[[ Dataset records open ]]

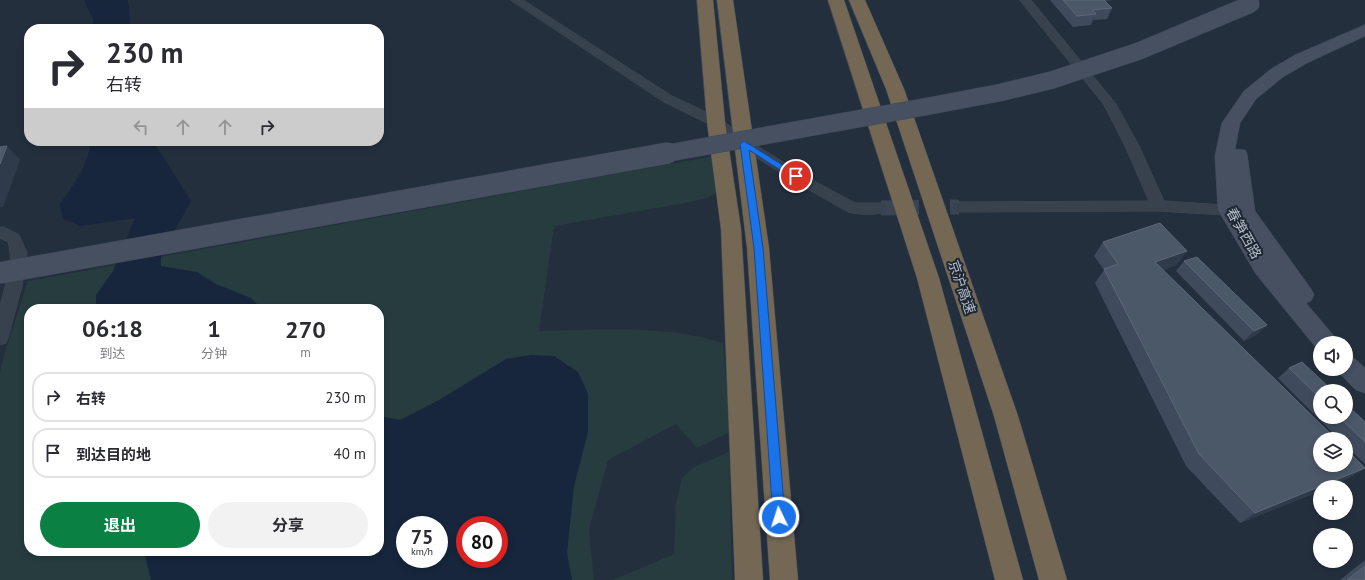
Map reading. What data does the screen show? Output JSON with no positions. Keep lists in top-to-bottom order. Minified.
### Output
{"streets":{"highway":["京沪高速"],"main road":["春笋西路"]},"page":{"turn":["230 m","右转"],"eta":["06:18","到达","1","分钟","270","m"],"map_buttons":["+","−"],"list":[{"name":"右转","value":"230 m"},{"name":"到达目的地","value":"40 m"}],"buttons":["退出","分享"],"speed":"75 km/h","limit":"80"}}
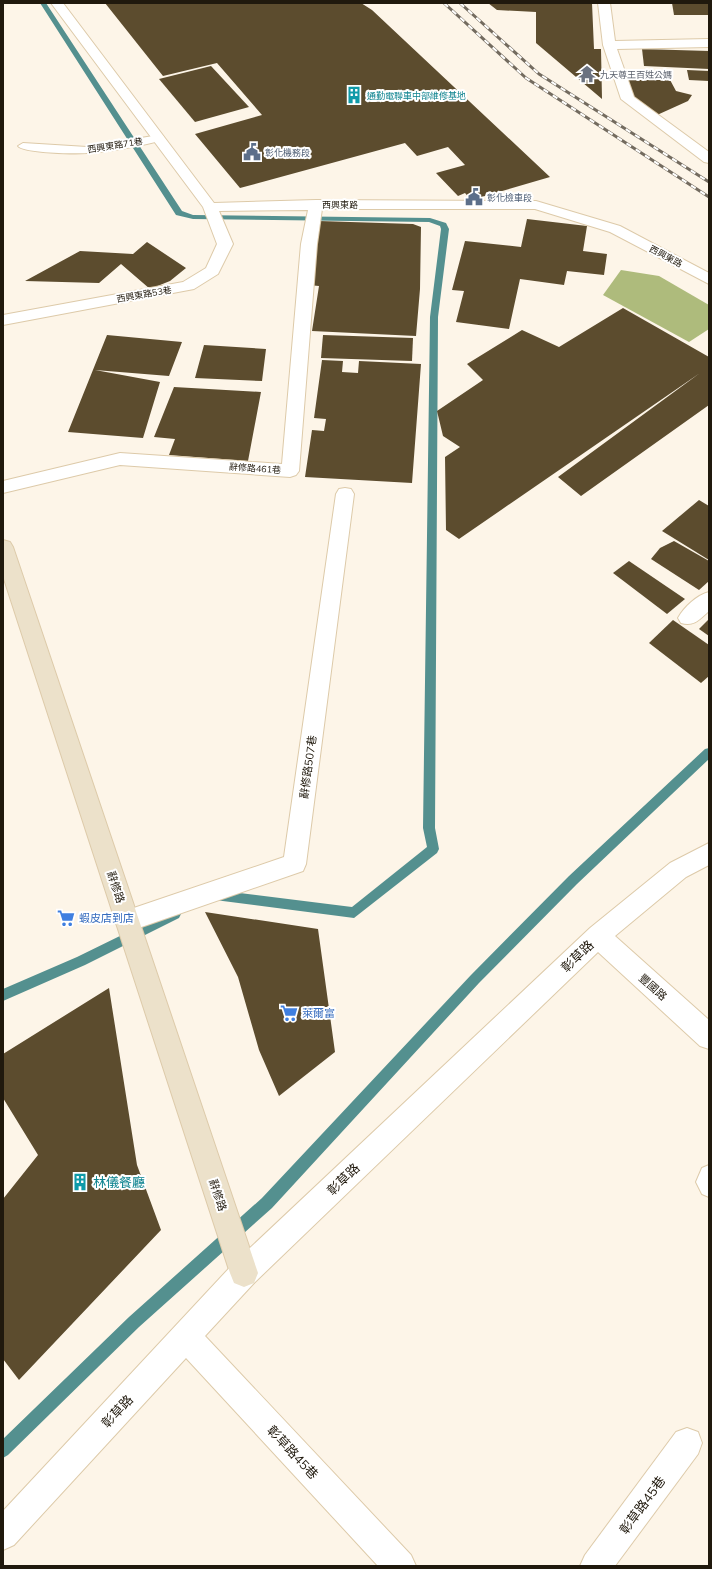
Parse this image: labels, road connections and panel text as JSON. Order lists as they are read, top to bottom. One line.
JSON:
{"streets":{"street":["西興東路","西興東路53巷","辭修路461巷","辭修路507巷","辭修路","彰草路","豐國路","彰草路45巷"],"lane":["西興東路71巷"]},"crossings":[["西興東路","西興東路53巷"],["西興東路","辭修路461巷"],["辭修路507巷","辭修路"],["辭修路","彰草路"],["彰草路","豐國路"],["彰草路","彰草路45巷"]],"places":{"temple":["九天尊王百姓公媽"],"building":["通勤電聯車中部維修基地","林儀餐廳"],"public building":["彰化機務段","彰化檢車段"],"supermarket":["蝦皮店到店","萊爾富"]}}
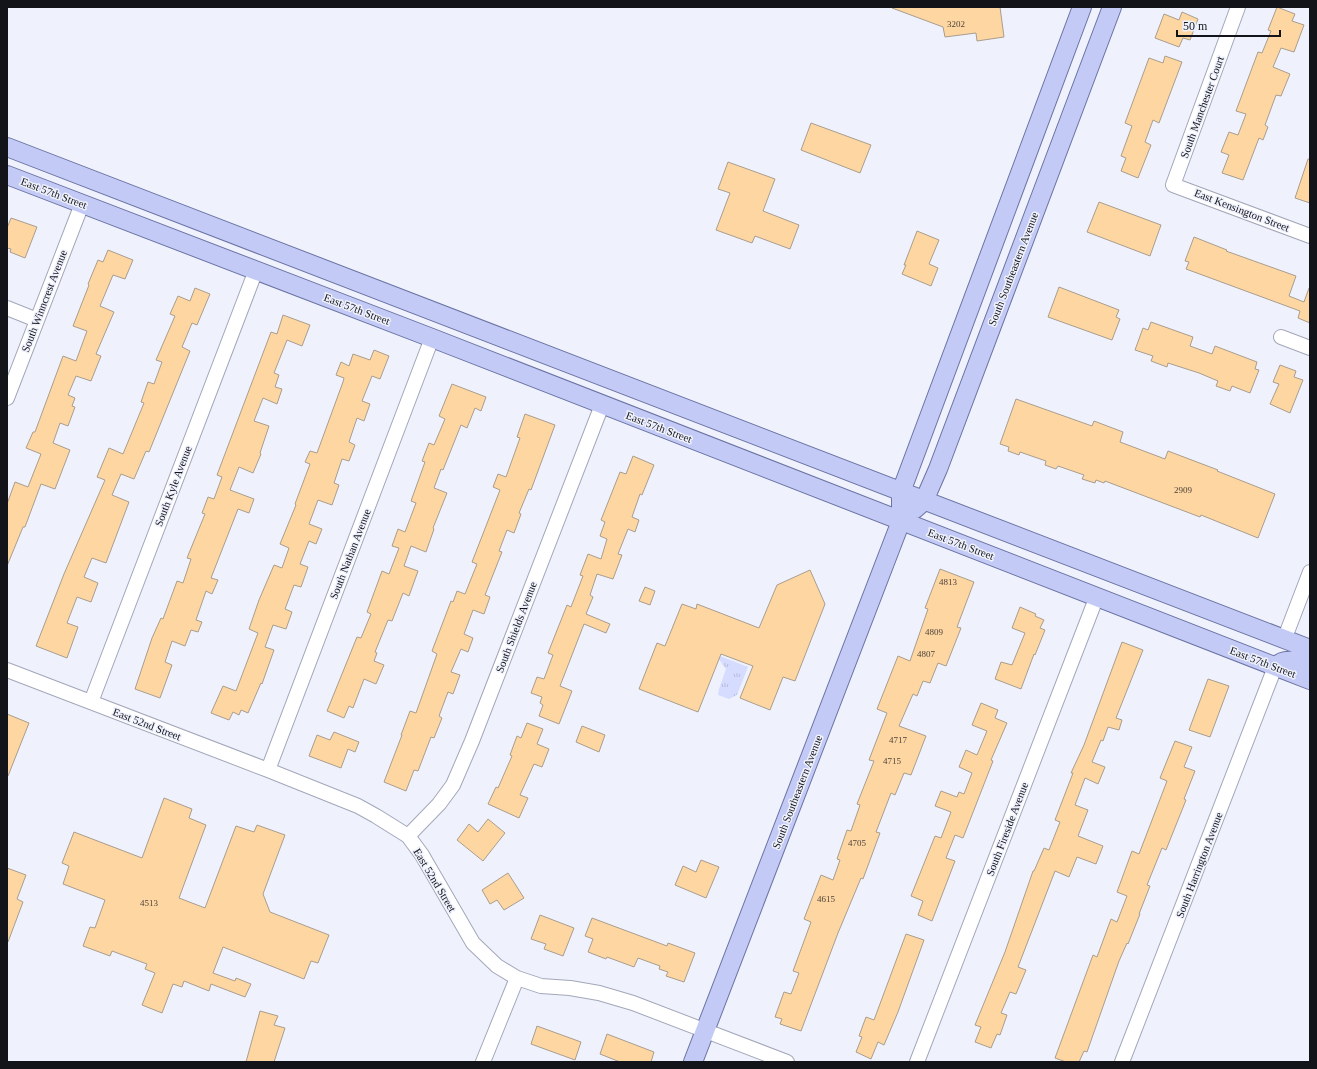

[[ Dataset records closed ]]

#### What is needed:
Your reply should restate the data above word for word and contain no pictures.

#### Task result:
Map reading. What data does the screen show? Output JSON with no positions. Keep lists in top-to-bottom order. Minified.
### Output
{"streets":{"highway":["京沪高速"],"main road":["春笋西路"]},"page":{"turn":["230 m","右转"],"eta":["06:18","到达","1","分钟","270","m"],"map_buttons":["+","−"],"list":[{"name":"右转","value":"230 m"},{"name":"到达目的地","value":"40 m"}],"buttons":["退出","分享"],"speed":"75 km/h","limit":"80"}}
Parse this image: labels, road connections and panel text as JSON. Order lists as they are read, top to bottom. One line.
JSON:
{"streets":{"street":["西興東路","西興東路53巷","辭修路461巷","辭修路507巷","辭修路","彰草路","豐國路","彰草路45巷"],"lane":["西興東路71巷"]},"crossings":[["西興東路","西興東路53巷"],["西興東路","辭修路461巷"],["辭修路507巷","辭修路"],["辭修路","彰草路"],["彰草路","豐國路"],["彰草路","彰草路45巷"]],"places":{"temple":["九天尊王百姓公媽"],"building":["通勤電聯車中部維修基地","林儀餐廳"],"public building":["彰化機務段","彰化檢車段"],"supermarket":["蝦皮店到店","萊爾富"]}}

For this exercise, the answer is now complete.